Councillor of Information & Propaganda
- In office 21 December 1936 – 10 August 1936
- President: Joaquín Ascaso
- Constituency: Aragon

Personal details
- Born: 22 June 1913 Peralta de Alcofea, Uesca, Aragon
- Died: 1 April 1939 (aged 25) Alicante, Valencia
- Citizenship: Spain
- Party: CNT-FAI
- Domestic partner: Lorenza Sarsa Hernández
- Children: Zeïka Sonia
- Parent: Evaristo Viñuales Escartín (father);
- Profession: Teaching

Military service
- Allegiance: Republican faction
- Branch/service: Spanish Republican Army
- Years of service: 1937–1939
- Rank: Captain
- Unit: 127th Mixed Brigade
- Battles/wars: Spanish Civil War

= Evaristo Viñuales Larroy =

Aragonese anarchist (1913–1939)

Evaristo Viñuales Larroy (22 June 1913 – 1 April 1939) was an Aragonese teacher and anarchist.

==Biography==
Evaristo Viñuales Larroy was born into an educated family: his father and aunt, Evaristo and Gregoria Viñuales Escartín, were both teachers at the Escuela Normal of Huesca. After the early death of his father on 15 August 1928, the young Evaristo completed his exams to become a teacher, following the family tradition. His fellow students, including Francisco Ponzán Vidal and Miguel Chueca Cuartero, were all educated by the anarcho-syndicalist teacher Ramón Acín Aquilué.
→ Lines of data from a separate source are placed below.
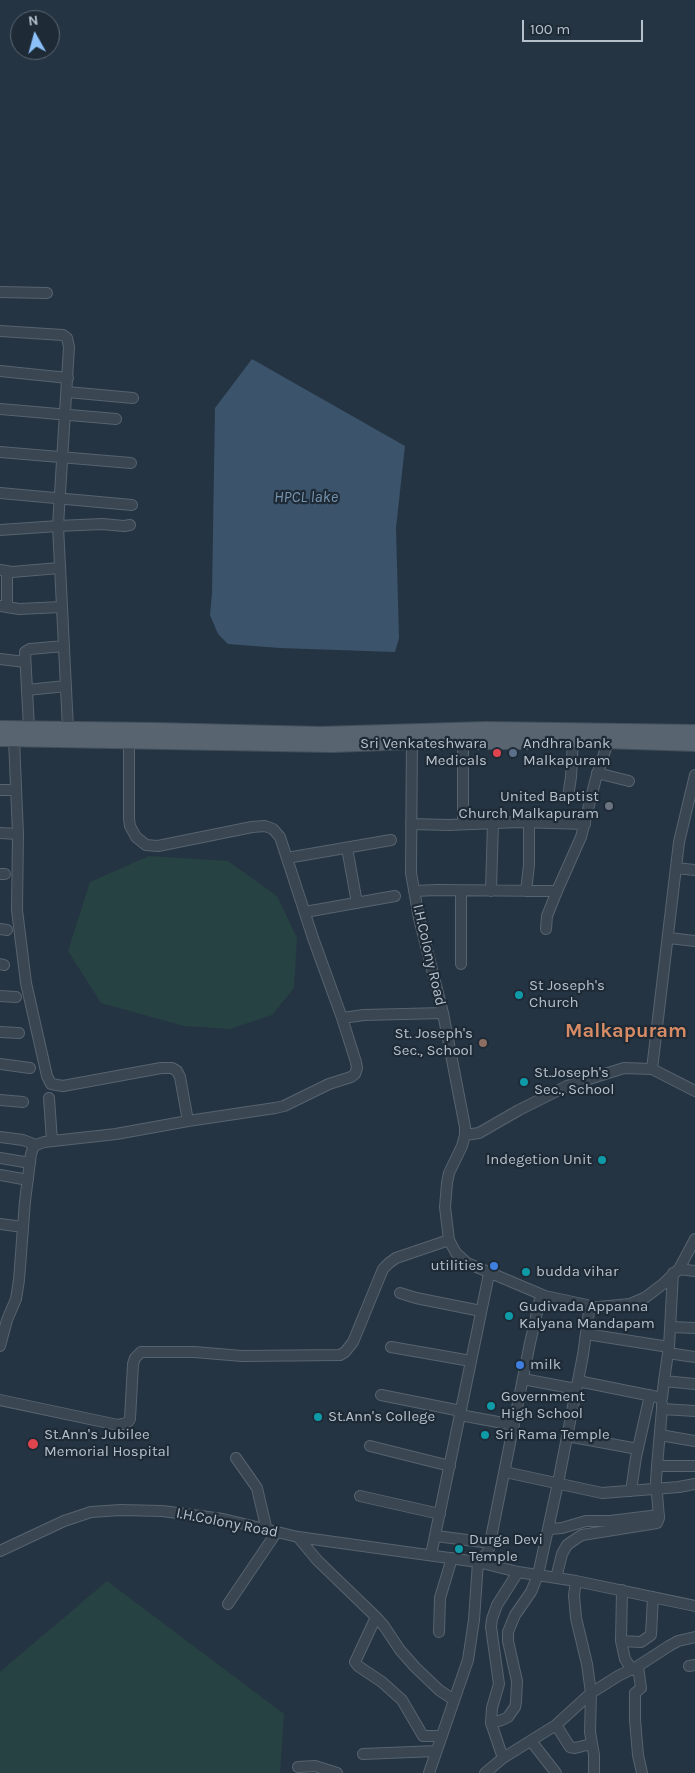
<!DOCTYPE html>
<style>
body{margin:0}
#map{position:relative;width:695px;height:1773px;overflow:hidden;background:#253442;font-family:Karla,sans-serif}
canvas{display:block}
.north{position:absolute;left:10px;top:10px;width:50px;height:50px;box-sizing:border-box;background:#1e2b37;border:1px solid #5b6772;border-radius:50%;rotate:353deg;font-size:14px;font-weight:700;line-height:20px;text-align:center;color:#b6c0cb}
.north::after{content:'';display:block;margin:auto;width:18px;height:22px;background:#8cc1fa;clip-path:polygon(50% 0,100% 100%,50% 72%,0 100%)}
.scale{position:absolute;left:522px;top:20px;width:121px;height:22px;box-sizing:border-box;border:2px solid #b6c0cb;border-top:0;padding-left:6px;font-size:15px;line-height:18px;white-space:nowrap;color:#b6c0cb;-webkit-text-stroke:4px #1e2b37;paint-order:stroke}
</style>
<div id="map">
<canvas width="695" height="1773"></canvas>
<div class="north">N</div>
<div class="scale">100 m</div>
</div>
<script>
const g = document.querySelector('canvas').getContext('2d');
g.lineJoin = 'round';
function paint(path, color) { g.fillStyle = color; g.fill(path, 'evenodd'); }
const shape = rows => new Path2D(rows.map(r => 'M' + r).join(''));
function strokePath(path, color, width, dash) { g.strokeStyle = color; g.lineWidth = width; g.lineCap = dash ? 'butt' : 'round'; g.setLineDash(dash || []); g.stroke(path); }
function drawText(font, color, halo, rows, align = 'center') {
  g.font = font + ' Karla,sans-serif'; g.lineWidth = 4.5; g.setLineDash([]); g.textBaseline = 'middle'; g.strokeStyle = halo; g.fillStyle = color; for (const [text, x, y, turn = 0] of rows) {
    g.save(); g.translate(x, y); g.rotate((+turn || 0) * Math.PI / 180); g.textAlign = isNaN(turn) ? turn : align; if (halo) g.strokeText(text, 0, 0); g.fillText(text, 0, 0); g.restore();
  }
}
const green = shape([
 [149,856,228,861,277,896,297,938,294,988,272,1015,230,1029,184,1026,101,1003,68,951,90,882],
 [107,1581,284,1714,280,1773,0,1773,0,1672]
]);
const water = shape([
 [252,359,405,446,396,528,399,638,395,652,280,648,228,644,218,634,210,615,212,593,215,408]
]);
const minor = shape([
 [0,292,47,293],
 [0,331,63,335,67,338,69,347,58,526,68,729],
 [0,371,68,378],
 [67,392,133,398],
 [0,409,116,419],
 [0,452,131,463],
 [0,493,132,505],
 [0,530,58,526,102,524,124,526,130,525],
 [0,570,12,572,59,568],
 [0,606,19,609,61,607],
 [7,607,7,572],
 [0,659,25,662],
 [27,690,66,686],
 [29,728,25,652,30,649,64,646],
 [412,737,411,873,419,918,443,1013,465,1127,465,1135,462,1146,449,1173,447,1183,445,1207,449,1240,456,1253,467,1263,545,1296,587,1305,589,1311,583,1355,558,1483,538,1575,531,1592,515,1615,508,1632,508,1641,517,1681,516,1702,515,1707,508,1717,502,1720,491,1723],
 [14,740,18,834,17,910,26,983,47,1076,51,1084,63,1086,161,1068,172,1068,177,1071,180,1077,188,1121],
 [597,773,629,781],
 [0,790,16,790],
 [568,797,571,777,573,740],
 [411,824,449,825,519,822,585,824],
 [463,824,463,742],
 [0,833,18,834],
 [347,848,357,903],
 [287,858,391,840],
 [676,868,695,870],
 [0,874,5,874],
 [414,891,437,890,557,891],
 [461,891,461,964],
 [491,891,493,822],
 [526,891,529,865,529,822],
 [305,912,395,896],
 [0,929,7,930],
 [546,929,547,916,557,891,581,837,596,778,608,742],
 [669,938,695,941],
 [0,964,4,965],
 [0,996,16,997],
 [342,1018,364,1015,443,1013],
 [0,1032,19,1033],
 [0,1064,30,1068],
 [652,1069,679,842,695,775],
 [49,1098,52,1141],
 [0,1100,23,1102],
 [465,1135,479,1133,519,1110,567,1086,624,1068,652,1069,695,1091],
 [0,1137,23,1140,36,1145],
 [0,1158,30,1163],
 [0,1175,28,1180],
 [0,1224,23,1227],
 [679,1269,695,1271],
 [400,1293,416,1298,481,1311],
 [588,1308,630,1304,646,1297,663,1284,679,1269,695,1239],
 [671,1327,695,1328],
 [586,1334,669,1347,668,1353,695,1357],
 [0,1346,7,1320,16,1299,19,1280,25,1201,31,1154,33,1148,36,1145,44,1142,116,1134,188,1121,275,1108,284,1106,329,1084,351,1077,355,1074,357,1068,356,1062,342,1018,313,938,280,837,273,829,265,826,252,827,158,846,146,845,136,837,130,826,129,819,129,735],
 [391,1347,471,1361],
 [669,1347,673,1273],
 [523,1379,576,1389],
 [578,1381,662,1398,664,1381,695,1384],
 [664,1381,668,1353],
 [381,1395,461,1411],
 [0,1400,118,1425,123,1424,128,1422,130,1419,133,1364,135,1358,141,1352,194,1352,242,1356,340,1355,345,1352,353,1342,383,1269,389,1263,396,1258,449,1240],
 [662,1404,662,1409,695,1411],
 [662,1409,657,1466,695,1466],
 [460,1415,514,1425],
 [660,1435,695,1441],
 [567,1436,638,1449],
 [370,1446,450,1466],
 [236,1458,257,1488,267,1531],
 [505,1472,602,1493,679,1487,695,1484],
 [631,1491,636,1457,650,1395],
 [360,1496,440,1514],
 [550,1529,562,1528,586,1521,610,1521,659,1515],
 [436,1536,490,1543,530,1343,541,1295],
 [298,1537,317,1560,376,1617,384,1626,400,1650,415,1667,439,1690,454,1700],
 [0,1551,64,1521,91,1512,120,1510,162,1511,223,1519,298,1537,478,1562,518,1572,576,1581,695,1606],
 [431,1555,489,1274],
 [556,1578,562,1554,567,1545,577,1538,582,1535,657,1523,659,1518,656,1481,657,1466],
 [228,1604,276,1533],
 [376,1617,355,1662,358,1666,382,1682,402,1700,423,1736,442,1736],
 [439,1632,440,1598,452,1558],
 [621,1641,622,1590],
 [638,1666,641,1688,635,1693,635,1720,638,1755,642,1773],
 [689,1666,695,1665],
 [632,1670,625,1659,621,1641,641,1642,651,1635,653,1597],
 [556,1725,570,1747,575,1748,591,1744],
 [531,1741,556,1773],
 [363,1754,436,1751],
 [503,1758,491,1723,492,1708,499,1684,491,1627,492,1619,497,1605,518,1572],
 [298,1767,315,1766,337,1773],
 [429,1773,468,1660,474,1620,478,1562,488,1552,490,1543],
 [485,1773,503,1758,556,1725,591,1693,587,1664,576,1618,574,1595,576,1581],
 [594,1773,594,1755,590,1732,591,1693,618,1676,638,1666,669,1646,678,1641,695,1637]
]);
const major = shape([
 [0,728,155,730,320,734,486,729,695,732],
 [0,739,332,745,412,742,524,742,573,740,695,744]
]);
const markers = [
 [497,753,5,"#e0444e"],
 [513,753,5,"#5c6f8a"],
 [609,806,5,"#6b7280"],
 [519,995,5,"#0f9aa8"],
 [483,1043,5,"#8d6e63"],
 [524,1082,5,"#0f9aa8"],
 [602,1160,5,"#0f9aa8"],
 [494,1266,5,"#3f7fe0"],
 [526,1272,5,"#0f9aa8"],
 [509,1316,5,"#0f9aa8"],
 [520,1365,5,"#3f7fe0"],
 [491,1406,5,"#0f9aa8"],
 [318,1417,5,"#0f9aa8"],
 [485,1435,5,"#0f9aa8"],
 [33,1444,6,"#e0444e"],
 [459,1549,5,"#0f9aa8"]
];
const poiNames = [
 ["Sri Venkateshwara",487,744,"right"],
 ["Medicals",487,761,"right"],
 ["Andhra bank",523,744],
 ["Malkapuram",523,761],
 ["United Baptist",599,797,"right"],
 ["Church Malkapuram",599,814,"right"],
 ["St Joseph's",529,986],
 ["Church",529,1003],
 ["St. Joseph's",473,1034,"right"],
 ["Sec., School",473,1051,"right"],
 ["St.Joseph's",534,1073],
 ["Sec., School",534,1090],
 ["Indegetion Unit",592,1160,"right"],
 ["utilities",484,1266,"right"],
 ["budda vihar",536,1272],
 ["Gudivada Appanna",519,1307],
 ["Kalyana Mandapam",519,1324],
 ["milk",530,1365],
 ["Government",501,1397],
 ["High School",501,1414],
 ["St.Ann's College",328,1417],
 ["St.Ann's Jubilee",44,1435],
 ["Memorial Hospital",44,1452],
 ["Sri Rama Temple",495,1435],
 ["Durga Devi",469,1540],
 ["Temple",469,1557]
];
const streetNames = [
 ["I.H.Colony Road",429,955,77],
 ["I.H.Colony Road",227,1523,11]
];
const waterNames = [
 ["HPCL lake",306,497]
];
const districtNames = [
 ["Malkapuram",626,1031]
];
paint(green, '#274243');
paint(water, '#3b536b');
strokePath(minor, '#57636f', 12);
strokePath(major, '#434f5b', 16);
strokePath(minor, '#3a4651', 10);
strokePath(major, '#586571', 14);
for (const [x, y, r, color] of markers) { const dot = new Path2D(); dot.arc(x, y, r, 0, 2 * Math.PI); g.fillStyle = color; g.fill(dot); strokePath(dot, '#1e2b37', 2); }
drawText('15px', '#b6c0cb', '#1e2b37', poiNames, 'left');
drawText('15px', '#b6c0cb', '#1e2b37', streetNames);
drawText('italic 16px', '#7694af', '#1e2b37', waterNames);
drawText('bold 20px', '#d88c65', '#1e2b37', districtNames);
</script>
In 1931, with the proclamation of the Second Spanish Republic, he joined the National Confederation of Labor (Confederación Nacional del Trabajo, CNT). He was arrested several times for his syndicalist activities: in February 1932, in April 1933, during the general strike of November 1933, and at the end of 1934, when he was sentenced to two years in prison in Alcalá de Henares. After the 1936 Spanish general election, Viñuales Larroy was paroled and returned to work immediately. Together with his colleagues Eusebi Carbón y Carbón and Jaume Balius y Mir, he founded the weekly libertarian theory publication Más Lejos (Further Away). Among the magazine's contributors were Josep Peirats Valls, Federica Montseny, Amparo Poch y Gascón, Alexander Schapiro and Emma Goldman.

In December 1936, Viñuales Larroy participated in the Regional Defense Council of Aragon as information and propaganda advisor: in this position he was assisted by Félix Carrasquer Launed and together they founded the School of Libertarian Militants of Aragon. In July 1937, as secretary of the Regional Committee of Anarchist Groups of Aragon, he took part in the peninsular meeting of the Iberian Anarchist Federation. During this period, he collaborated with libertarian newspapers Cultura y Acción, Titán and Nuevo Aragón.

The destruction of collectivization, carried out systematically by the republican troops commanded by Enrique Líster, pushed Viñuales and Máximo Franco Cavero to join the 127th Mixed Brigade, formerly the Red and Black Column. Appointed captain, he fought in the column until the end of the war. When defeat was evident, with nationalist troops advancing and Republican troops in total retreat, Viñuales and Cavero decided that they would not end up at the hands of the fascists. Both committed suicide together on 1 April 1939, shooting themselves while shaking hands. "This is our last protest against fascism," Evaristo said before pulling the trigger.

Evaristo Viñuales Larroy's partner, Lorenza Sarsa Hernández, managed to cross the Pyrenees, together with their daughter, Zeïka Sonia (born 22 November 1938). The Gestapo captured them but they were released years later through the intervention of Francisco Ponzán Vidal's resistance group.